The police force of the District of Columbia at the present time is as follows: One major and superintendent, William G. Moore; 2 captains, 39 lieutenants, 1 chief and property clerk, 3 clerks, 4 sur- geons, 32 sergeants, 415 privates, 20 station keepers, 10 laborers, 2 messengers, 1 van driver, 1 ambulance driver, 2 assistant ambulance drivers, 13 drivers of patrol wagons, and 3 police matrons. The total annual cost of maintaining this force is about $500,000. During the year ending in 1891, although there was in certain instances a slight increase in the number of crimes committed, as in disorderly conduct and drunkenness, yet on the whole there was a general decrease in the amount of crime. In this connection it is deemed proper to state that the police force of the city of Washington is noted for its effi- ciency, as well as for its orderly and gentlemanly conduct.

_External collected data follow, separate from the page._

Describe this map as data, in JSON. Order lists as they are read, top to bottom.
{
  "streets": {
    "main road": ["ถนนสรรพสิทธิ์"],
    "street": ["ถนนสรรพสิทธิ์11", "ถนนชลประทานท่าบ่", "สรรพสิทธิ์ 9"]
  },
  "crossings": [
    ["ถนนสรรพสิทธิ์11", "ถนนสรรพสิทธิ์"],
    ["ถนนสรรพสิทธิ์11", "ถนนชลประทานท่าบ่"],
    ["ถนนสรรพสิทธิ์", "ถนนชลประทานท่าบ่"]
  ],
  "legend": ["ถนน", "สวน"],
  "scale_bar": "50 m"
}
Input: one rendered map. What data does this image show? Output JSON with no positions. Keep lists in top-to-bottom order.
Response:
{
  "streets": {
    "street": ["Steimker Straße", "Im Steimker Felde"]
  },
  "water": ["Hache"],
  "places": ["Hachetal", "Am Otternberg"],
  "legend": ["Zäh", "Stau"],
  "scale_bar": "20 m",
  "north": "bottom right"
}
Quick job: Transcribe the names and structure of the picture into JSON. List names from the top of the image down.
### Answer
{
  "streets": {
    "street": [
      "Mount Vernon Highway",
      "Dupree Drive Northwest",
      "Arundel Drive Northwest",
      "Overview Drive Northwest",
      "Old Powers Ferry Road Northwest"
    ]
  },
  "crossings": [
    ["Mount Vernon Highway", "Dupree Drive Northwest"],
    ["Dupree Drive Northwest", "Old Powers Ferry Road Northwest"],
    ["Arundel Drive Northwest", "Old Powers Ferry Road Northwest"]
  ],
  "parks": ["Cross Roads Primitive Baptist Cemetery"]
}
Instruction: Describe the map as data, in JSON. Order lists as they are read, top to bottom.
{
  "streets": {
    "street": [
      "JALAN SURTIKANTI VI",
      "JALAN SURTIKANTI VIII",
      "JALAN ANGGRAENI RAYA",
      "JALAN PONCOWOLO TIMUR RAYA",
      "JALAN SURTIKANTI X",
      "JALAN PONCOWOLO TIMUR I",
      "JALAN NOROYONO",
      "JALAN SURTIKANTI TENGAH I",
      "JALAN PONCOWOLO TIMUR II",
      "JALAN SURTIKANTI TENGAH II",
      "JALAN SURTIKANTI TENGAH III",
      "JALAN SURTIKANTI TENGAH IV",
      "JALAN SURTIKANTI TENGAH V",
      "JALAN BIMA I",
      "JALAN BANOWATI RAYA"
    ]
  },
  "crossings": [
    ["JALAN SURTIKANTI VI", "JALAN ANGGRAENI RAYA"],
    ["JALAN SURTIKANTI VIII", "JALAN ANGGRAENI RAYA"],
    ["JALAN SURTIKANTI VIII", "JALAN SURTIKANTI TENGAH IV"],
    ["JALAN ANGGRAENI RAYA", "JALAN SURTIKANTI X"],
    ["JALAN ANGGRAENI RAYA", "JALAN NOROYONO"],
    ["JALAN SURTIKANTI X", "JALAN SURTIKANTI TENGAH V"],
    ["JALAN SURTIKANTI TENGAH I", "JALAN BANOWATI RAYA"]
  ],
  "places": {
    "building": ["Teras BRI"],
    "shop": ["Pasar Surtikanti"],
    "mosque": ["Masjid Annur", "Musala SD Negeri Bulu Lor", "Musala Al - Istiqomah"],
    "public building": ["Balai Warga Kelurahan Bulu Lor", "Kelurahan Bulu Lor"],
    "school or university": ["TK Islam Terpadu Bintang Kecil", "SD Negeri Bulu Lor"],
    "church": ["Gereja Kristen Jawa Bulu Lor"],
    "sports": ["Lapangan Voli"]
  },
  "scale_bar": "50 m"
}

The ancient springs of the District of Columbia in the early day were as follows: The most important one was that on Smith's farm, at the head of North Capitol Street, above Boundary Street. It had a great flow of water. From it there were two mains-one down North Capitol Street to the Capitol grounds, which still supplies the grotto with its constant flow of water, and the other going down Pennsylvania Avenue nearly to Fifteenth Street. Then there was a spring in the City Hall lot, about fifty feet west of the building, which supplied pumps on Second Street as far as the Lafayette House, and another line of pipe went down Louisiana Avenue to Seventh Street. South of the City Hall, on C Street, between Four and a Half and Sixth streets, was another famous spring. It was on a lot owned by the corporation, and upon which the building first used for a police court stood afterward.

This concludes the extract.